Arms in sleds with egg crate around the arms (padding against the bed and the sled).

Cross-wise taping w/ 2" silk. (Wrapping from deltoid/upper arm area of sled on one side up, up and over chest to lower arm area of other side's sled) Hands sandwiched in eggcrate.

No bean bag, just the "tempur-pedic" OR table, not covered with any sheet (creates more friction).

Steep trendelenberg initiated.

Custom-made (extra low height) mayo stand lowered to just above the nose of the patient (protects face, surgeons can rest the camera here when not on the arm.

Never seen patient slide with this taping. (our ralps are done in 3.5-4h)

Our robo vag hys however is another story... the URO team's technique is slowly being adopted by the GYN team (with the help of the anesthesia providers).

This fits our practice as well.

I've done maybe 100 of these (my residency program did tons) and I've never seen the crepitus described above.

One thing I haven't seen mentioned here is the risk of eye injury (not POVL, per se).
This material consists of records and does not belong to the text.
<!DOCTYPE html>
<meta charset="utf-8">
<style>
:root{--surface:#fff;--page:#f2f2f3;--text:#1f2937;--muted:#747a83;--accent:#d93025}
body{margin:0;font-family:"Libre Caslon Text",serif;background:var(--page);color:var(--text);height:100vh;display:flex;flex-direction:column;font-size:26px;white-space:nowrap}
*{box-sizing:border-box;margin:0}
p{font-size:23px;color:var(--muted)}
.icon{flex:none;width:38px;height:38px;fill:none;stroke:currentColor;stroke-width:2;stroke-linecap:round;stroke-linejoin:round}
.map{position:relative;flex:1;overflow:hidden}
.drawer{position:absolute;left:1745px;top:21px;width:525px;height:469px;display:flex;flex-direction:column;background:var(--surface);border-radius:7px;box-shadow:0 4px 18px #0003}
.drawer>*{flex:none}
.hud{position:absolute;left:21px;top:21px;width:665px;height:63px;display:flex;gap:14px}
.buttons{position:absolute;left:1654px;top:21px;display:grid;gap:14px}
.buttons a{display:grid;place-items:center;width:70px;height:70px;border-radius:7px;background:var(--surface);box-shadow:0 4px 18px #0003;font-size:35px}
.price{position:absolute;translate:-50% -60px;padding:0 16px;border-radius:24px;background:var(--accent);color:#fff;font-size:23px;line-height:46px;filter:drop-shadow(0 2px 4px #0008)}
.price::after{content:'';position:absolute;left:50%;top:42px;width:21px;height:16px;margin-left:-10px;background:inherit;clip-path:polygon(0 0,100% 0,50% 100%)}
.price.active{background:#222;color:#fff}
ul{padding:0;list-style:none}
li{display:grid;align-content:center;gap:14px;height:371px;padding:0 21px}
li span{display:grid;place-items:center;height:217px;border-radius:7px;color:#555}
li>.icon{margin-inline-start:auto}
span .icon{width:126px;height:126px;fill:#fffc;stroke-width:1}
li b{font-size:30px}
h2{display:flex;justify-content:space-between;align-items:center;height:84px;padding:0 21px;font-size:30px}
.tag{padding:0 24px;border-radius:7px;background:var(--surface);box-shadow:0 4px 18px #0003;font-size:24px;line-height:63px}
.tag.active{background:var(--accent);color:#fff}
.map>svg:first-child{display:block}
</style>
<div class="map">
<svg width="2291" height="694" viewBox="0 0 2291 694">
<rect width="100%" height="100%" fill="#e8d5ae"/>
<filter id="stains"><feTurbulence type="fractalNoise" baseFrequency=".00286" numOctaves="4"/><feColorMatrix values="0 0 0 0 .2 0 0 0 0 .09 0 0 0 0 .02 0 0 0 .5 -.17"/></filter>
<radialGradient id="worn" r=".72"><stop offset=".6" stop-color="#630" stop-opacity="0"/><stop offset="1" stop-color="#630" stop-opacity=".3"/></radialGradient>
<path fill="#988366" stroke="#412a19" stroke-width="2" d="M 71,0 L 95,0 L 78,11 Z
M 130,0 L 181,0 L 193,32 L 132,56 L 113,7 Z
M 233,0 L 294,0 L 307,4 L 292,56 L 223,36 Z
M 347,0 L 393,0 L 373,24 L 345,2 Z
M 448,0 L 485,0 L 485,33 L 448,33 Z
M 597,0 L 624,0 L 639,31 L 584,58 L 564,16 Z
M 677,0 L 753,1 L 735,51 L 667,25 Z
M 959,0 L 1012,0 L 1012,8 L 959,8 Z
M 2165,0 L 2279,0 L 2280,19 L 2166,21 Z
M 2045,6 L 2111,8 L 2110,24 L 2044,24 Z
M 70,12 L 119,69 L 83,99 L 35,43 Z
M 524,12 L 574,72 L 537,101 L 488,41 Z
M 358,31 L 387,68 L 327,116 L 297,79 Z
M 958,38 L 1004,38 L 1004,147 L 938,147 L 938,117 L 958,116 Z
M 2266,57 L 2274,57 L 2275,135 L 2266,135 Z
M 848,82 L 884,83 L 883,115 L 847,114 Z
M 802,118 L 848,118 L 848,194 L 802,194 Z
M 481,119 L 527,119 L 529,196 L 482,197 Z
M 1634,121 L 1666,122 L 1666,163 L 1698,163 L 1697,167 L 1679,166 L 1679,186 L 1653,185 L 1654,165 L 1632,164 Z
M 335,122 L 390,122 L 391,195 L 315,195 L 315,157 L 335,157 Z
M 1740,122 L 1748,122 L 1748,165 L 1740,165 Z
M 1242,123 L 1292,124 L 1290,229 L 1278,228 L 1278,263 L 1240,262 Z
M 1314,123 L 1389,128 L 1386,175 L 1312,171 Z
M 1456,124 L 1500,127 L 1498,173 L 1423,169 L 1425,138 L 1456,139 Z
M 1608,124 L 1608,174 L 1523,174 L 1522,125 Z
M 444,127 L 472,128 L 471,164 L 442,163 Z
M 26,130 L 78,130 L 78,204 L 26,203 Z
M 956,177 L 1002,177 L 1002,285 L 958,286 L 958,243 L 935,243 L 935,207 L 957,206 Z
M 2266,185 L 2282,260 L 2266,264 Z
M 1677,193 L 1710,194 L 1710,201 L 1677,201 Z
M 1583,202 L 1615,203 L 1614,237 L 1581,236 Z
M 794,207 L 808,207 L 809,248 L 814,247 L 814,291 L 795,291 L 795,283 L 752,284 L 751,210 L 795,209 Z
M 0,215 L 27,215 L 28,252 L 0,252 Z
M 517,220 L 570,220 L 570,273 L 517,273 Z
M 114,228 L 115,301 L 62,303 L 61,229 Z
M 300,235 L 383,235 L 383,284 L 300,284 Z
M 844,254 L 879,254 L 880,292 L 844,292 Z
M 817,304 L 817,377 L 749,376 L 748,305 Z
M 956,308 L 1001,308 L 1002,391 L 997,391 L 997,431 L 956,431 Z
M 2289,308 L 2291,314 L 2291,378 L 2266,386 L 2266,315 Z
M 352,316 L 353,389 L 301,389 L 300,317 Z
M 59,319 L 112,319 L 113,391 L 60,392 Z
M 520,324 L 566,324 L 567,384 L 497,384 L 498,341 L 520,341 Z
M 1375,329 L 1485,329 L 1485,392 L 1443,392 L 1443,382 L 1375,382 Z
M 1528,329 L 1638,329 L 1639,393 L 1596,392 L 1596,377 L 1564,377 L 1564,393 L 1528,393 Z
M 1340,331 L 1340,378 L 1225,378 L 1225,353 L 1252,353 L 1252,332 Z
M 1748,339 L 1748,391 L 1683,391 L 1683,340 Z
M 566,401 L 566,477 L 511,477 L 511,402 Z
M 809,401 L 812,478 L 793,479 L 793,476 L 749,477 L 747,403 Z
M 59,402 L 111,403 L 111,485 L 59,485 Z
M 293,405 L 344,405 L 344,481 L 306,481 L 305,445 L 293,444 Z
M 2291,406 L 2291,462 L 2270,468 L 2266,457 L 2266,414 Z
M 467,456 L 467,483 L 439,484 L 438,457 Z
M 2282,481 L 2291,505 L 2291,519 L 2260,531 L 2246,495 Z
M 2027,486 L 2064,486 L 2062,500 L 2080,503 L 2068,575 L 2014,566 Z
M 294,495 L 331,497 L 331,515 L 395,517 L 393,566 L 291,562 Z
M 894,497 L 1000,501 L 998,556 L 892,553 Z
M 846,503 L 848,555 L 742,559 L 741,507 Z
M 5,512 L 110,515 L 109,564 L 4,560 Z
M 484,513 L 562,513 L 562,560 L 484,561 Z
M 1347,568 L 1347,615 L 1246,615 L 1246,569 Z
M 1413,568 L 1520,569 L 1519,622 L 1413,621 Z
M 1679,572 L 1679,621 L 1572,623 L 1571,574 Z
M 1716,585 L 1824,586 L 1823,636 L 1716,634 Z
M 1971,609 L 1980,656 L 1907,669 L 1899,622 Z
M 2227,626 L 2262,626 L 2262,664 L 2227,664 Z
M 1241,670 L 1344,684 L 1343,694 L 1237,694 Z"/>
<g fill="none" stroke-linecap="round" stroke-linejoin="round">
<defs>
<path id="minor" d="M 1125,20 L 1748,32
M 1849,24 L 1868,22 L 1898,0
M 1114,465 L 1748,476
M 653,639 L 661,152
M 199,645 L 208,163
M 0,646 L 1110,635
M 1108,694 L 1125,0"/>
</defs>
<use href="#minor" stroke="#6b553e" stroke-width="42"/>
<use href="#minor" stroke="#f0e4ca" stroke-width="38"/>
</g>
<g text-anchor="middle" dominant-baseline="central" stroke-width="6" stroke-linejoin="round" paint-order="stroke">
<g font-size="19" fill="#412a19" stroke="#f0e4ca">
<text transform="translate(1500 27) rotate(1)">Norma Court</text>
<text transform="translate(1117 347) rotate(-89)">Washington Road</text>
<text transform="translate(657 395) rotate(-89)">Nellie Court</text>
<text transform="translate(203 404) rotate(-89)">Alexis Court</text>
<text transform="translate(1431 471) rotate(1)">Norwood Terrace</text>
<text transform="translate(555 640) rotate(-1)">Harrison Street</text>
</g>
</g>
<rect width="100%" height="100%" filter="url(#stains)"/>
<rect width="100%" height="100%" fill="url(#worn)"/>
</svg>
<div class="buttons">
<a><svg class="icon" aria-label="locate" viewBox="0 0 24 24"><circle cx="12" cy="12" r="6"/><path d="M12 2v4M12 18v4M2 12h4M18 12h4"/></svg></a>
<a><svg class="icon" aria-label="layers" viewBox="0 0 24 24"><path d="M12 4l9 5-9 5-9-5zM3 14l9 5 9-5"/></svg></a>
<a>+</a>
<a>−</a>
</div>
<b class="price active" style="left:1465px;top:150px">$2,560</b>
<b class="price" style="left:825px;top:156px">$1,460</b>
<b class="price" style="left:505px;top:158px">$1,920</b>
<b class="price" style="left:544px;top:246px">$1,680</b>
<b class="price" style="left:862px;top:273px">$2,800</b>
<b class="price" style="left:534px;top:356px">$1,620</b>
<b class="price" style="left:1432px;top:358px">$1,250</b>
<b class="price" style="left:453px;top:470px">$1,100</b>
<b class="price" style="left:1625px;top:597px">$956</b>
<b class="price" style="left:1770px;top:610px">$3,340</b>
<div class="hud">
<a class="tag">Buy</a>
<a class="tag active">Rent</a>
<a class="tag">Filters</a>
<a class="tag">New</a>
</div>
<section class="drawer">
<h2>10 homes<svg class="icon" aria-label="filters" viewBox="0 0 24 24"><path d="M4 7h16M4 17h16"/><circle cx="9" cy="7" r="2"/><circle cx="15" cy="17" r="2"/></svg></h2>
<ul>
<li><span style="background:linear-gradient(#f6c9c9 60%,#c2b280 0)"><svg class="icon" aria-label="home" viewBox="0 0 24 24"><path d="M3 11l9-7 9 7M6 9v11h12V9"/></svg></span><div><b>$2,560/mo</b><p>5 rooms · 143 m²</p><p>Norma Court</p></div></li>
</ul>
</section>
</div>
There's a very high incidence of scleral edema which can either be misdiagnosed as a corneal abrasion or, in and of itself, cause the patient to itch and scratch their eye, thereby causing an actual abrasion.

I warn patients about this ahead of time, in addition to the other positioning injuries.
 
For our Kidney stuff:

Pretty straight forward: note that between the arms we use half a adductor pillow from our hip cases. this is nice because it allows access to the down arms radial artery in case the case gets ugly.